##### EXERCISE INPUTS #####
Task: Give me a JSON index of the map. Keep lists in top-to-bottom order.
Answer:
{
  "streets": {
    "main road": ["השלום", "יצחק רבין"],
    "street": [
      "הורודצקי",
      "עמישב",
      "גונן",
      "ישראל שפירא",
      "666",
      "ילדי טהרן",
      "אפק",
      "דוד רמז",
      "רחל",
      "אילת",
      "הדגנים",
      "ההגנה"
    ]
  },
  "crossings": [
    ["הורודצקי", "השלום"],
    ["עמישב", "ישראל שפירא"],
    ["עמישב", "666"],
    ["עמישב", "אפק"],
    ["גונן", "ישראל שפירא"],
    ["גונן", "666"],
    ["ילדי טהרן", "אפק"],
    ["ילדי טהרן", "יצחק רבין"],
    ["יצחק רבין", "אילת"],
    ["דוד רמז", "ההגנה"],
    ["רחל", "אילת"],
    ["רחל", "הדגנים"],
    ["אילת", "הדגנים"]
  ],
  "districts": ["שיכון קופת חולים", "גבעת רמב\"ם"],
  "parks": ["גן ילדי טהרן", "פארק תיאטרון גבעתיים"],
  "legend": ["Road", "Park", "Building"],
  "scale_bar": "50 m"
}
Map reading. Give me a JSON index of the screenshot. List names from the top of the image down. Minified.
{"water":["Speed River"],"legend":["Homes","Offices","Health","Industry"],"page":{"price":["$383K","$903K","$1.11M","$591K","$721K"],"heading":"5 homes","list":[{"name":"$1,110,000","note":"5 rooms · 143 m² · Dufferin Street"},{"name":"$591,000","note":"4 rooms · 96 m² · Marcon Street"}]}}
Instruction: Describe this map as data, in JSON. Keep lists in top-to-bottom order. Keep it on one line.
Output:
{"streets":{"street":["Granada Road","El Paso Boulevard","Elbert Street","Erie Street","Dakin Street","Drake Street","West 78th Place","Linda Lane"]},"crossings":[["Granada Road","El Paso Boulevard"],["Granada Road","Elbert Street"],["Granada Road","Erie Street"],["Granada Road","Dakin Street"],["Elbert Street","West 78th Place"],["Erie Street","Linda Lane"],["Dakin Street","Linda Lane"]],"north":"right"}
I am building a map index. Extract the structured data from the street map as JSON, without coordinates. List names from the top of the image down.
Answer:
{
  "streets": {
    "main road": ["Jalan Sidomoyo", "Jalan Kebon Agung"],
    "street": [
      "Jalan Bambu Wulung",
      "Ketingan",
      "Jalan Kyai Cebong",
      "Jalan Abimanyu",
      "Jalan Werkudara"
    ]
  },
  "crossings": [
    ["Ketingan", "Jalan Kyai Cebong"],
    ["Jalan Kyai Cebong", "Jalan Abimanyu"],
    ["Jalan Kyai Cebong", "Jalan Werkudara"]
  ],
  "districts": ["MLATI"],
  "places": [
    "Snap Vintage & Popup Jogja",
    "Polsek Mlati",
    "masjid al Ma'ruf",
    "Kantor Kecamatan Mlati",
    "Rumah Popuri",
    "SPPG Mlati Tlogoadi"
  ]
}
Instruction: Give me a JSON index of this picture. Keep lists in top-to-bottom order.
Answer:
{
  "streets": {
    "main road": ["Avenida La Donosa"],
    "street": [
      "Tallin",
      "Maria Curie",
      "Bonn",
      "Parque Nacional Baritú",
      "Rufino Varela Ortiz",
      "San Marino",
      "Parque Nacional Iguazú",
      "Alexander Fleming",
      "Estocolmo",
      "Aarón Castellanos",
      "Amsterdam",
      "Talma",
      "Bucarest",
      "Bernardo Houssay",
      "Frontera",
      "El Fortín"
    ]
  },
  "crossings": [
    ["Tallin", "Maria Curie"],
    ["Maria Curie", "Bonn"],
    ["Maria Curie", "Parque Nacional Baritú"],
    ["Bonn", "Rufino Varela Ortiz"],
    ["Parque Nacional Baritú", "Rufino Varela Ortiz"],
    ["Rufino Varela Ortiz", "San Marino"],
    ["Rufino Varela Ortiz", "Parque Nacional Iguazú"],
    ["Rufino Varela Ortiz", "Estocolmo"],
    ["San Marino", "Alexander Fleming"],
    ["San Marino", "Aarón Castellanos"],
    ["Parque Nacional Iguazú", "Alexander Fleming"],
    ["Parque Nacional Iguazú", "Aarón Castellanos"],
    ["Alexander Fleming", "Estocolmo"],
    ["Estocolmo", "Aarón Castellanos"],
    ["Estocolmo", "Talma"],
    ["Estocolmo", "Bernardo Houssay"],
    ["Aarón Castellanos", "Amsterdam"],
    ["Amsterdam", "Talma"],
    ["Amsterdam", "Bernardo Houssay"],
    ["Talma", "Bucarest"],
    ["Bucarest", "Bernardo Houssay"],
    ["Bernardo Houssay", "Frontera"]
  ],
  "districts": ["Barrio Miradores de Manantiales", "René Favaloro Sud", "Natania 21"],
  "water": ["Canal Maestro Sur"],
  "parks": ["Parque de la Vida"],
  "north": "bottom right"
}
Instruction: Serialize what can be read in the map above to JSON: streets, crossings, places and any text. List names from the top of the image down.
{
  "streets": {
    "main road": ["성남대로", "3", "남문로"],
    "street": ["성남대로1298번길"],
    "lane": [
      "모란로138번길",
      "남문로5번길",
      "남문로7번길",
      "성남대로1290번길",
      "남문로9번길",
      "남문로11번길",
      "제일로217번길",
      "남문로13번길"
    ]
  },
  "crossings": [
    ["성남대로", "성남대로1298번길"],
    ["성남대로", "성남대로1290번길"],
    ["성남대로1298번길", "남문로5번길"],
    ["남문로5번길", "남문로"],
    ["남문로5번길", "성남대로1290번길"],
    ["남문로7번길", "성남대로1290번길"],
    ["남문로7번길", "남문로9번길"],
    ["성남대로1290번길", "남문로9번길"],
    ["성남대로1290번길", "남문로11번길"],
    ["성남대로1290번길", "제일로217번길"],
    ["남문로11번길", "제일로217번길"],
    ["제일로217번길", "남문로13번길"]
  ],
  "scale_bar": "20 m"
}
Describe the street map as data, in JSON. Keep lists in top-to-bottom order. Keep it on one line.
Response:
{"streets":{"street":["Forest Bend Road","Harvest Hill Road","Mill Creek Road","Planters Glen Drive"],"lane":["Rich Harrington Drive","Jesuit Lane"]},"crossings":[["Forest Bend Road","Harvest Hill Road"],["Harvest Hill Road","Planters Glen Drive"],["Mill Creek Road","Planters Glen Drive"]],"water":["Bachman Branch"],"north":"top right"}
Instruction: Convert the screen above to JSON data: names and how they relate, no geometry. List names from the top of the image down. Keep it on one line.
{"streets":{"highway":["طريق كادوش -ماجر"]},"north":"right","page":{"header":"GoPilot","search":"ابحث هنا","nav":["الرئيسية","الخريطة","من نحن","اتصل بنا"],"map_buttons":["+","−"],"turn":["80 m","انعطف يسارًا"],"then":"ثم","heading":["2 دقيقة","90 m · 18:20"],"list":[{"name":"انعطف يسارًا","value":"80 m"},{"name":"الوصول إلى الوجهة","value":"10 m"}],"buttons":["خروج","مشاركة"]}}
#####
TRY IT: Above are the records; reproduce all of them exactly.

YOUR RESPONSE:
Task: Give me a JSON index of the map. Keep lists in top-to-bottom order.
Answer:
{
  "streets": {
    "main road": ["השלום", "יצחק רבין"],
    "street": [
      "הורודצקי",
      "עמישב",
      "גונן",
      "ישראל שפירא",
      "666",
      "ילדי טהרן",
      "אפק",
      "דוד רמז",
      "רחל",
      "אילת",
      "הדגנים",
      "ההגנה"
    ]
  },
  "crossings": [
    ["הורודצקי", "השלום"],
    ["עמישב", "ישראל שפירא"],
    ["עמישב", "666"],
    ["עמישב", "אפק"],
    ["גונן", "ישראל שפירא"],
    ["גונן", "666"],
    ["ילדי טהרן", "אפק"],
    ["ילדי טהרן", "יצחק רבין"],
    ["יצחק רבין", "אילת"],
    ["דוד רמז", "ההגנה"],
    ["רחל", "אילת"],
    ["רחל", "הדגנים"],
    ["אילת", "הדגנים"]
  ],
  "districts": ["שיכון קופת חולים", "גבעת רמב\"ם"],
  "parks": ["גן ילדי טהרן", "פארק תיאטרון גבעתיים"],
  "legend": ["Road", "Park", "Building"],
  "scale_bar": "50 m"
}
Map reading. Give me a JSON index of the screenshot. List names from the top of the image down. Minified.
{"water":["Speed River"],"legend":["Homes","Offices","Health","Industry"],"page":{"price":["$383K","$903K","$1.11M","$591K","$721K"],"heading":"5 homes","list":[{"name":"$1,110,000","note":"5 rooms · 143 m² · Dufferin Street"},{"name":"$591,000","note":"4 rooms · 96 m² · Marcon Street"}]}}
Instruction: Describe this map as data, in JSON. Keep lists in top-to-bottom order. Keep it on one line.
Output:
{"streets":{"street":["Granada Road","El Paso Boulevard","Elbert Street","Erie Street","Dakin Street","Drake Street","West 78th Place","Linda Lane"]},"crossings":[["Granada Road","El Paso Boulevard"],["Granada Road","Elbert Street"],["Granada Road","Erie Street"],["Granada Road","Dakin Street"],["Elbert Street","West 78th Place"],["Erie Street","Linda Lane"],["Dakin Street","Linda Lane"]],"north":"right"}
I am building a map index. Extract the structured data from the street map as JSON, without coordinates. List names from the top of the image down.
Answer:
{
  "streets": {
    "main road": ["Jalan Sidomoyo", "Jalan Kebon Agung"],
    "street": [
      "Jalan Bambu Wulung",
      "Ketingan",
      "Jalan Kyai Cebong",
      "Jalan Abimanyu",
      "Jalan Werkudara"
    ]
  },
  "crossings": [
    ["Ketingan", "Jalan Kyai Cebong"],
    ["Jalan Kyai Cebong", "Jalan Abimanyu"],
    ["Jalan Kyai Cebong", "Jalan Werkudara"]
  ],
  "districts": ["MLATI"],
  "places": [
    "Snap Vintage & Popup Jogja",
    "Polsek Mlati",
    "masjid al Ma'ruf",
    "Kantor Kecamatan Mlati",
    "Rumah Popuri",
    "SPPG Mlati Tlogoadi"
  ]
}
Instruction: Give me a JSON index of this picture. Keep lists in top-to-bottom order.
Answer:
{
  "streets": {
    "main road": ["Avenida La Donosa"],
    "street": [
      "Tallin",
      "Maria Curie",
      "Bonn",
      "Parque Nacional Baritú",
      "Rufino Varela Ortiz",
      "San Marino",
      "Parque Nacional Iguazú",
      "Alexander Fleming",
      "Estocolmo",
      "Aarón Castellanos",
      "Amsterdam",
      "Talma",
      "Bucarest",
      "Bernardo Houssay",
      "Frontera",
      "El Fortín"
    ]
  },
  "crossings": [
    ["Tallin", "Maria Curie"],
    ["Maria Curie", "Bonn"],
    ["Maria Curie", "Parque Nacional Baritú"],
    ["Bonn", "Rufino Varela Ortiz"],
    ["Parque Nacional Baritú", "Rufino Varela Ortiz"],
    ["Rufino Varela Ortiz", "San Marino"],
    ["Rufino Varela Ortiz", "Parque Nacional Iguazú"],
    ["Rufino Varela Ortiz", "Estocolmo"],
    ["San Marino", "Alexander Fleming"],
    ["San Marino", "Aarón Castellanos"],
    ["Parque Nacional Iguazú", "Alexander Fleming"],
    ["Parque Nacional Iguazú", "Aarón Castellanos"],
    ["Alexander Fleming", "Estocolmo"],
    ["Estocolmo", "Aarón Castellanos"],
    ["Estocolmo", "Talma"],
    ["Estocolmo", "Bernardo Houssay"],
    ["Aarón Castellanos", "Amsterdam"],
    ["Amsterdam", "Talma"],
    ["Amsterdam", "Bernardo Houssay"],
    ["Talma", "Bucarest"],
    ["Bucarest", "Bernardo Houssay"],
    ["Bernardo Houssay", "Frontera"]
  ],
  "districts": ["Barrio Miradores de Manantiales", "René Favaloro Sud", "Natania 21"],
  "water": ["Canal Maestro Sur"],
  "parks": ["Parque de la Vida"],
  "north": "bottom right"
}
Instruction: Serialize what can be read in the map above to JSON: streets, crossings, places and any text. List names from the top of the image down.
{
  "streets": {
    "main road": ["성남대로", "3", "남문로"],
    "street": ["성남대로1298번길"],
    "lane": [
      "모란로138번길",
      "남문로5번길",
      "남문로7번길",
      "성남대로1290번길",
      "남문로9번길",
      "남문로11번길",
      "제일로217번길",
      "남문로13번길"
    ]
  },
  "crossings": [
    ["성남대로", "성남대로1298번길"],
    ["성남대로", "성남대로1290번길"],
    ["성남대로1298번길", "남문로5번길"],
    ["남문로5번길", "남문로"],
    ["남문로5번길", "성남대로1290번길"],
    ["남문로7번길", "성남대로1290번길"],
    ["남문로7번길", "남문로9번길"],
    ["성남대로1290번길", "남문로9번길"],
    ["성남대로1290번길", "남문로11번길"],
    ["성남대로1290번길", "제일로217번길"],
    ["남문로11번길", "제일로217번길"],
    ["제일로217번길", "남문로13번길"]
  ],
  "scale_bar": "20 m"
}
Describe the street map as data, in JSON. Keep lists in top-to-bottom order. Keep it on one line.
Response:
{"streets":{"street":["Forest Bend Road","Harvest Hill Road","Mill Creek Road","Planters Glen Drive"],"lane":["Rich Harrington Drive","Jesuit Lane"]},"crossings":[["Forest Bend Road","Harvest Hill Road"],["Harvest Hill Road","Planters Glen Drive"],["Mill Creek Road","Planters Glen Drive"]],"water":["Bachman Branch"],"north":"top right"}
Instruction: Convert the screen above to JSON data: names and how they relate, no geometry. List names from the top of the image down. Keep it on one line.
{"streets":{"highway":["طريق كادوش -ماجر"]},"north":"right","page":{"header":"GoPilot","search":"ابحث هنا","nav":["الرئيسية","الخريطة","من نحن","اتصل بنا"],"map_buttons":["+","−"],"turn":["80 m","انعطف يسارًا"],"then":"ثم","heading":["2 دقيقة","90 m · 18:20"],"list":[{"name":"انعطف يسارًا","value":"80 m"},{"name":"الوصول إلى الوجهة","value":"10 m"}],"buttons":["خروج","مشاركة"]}}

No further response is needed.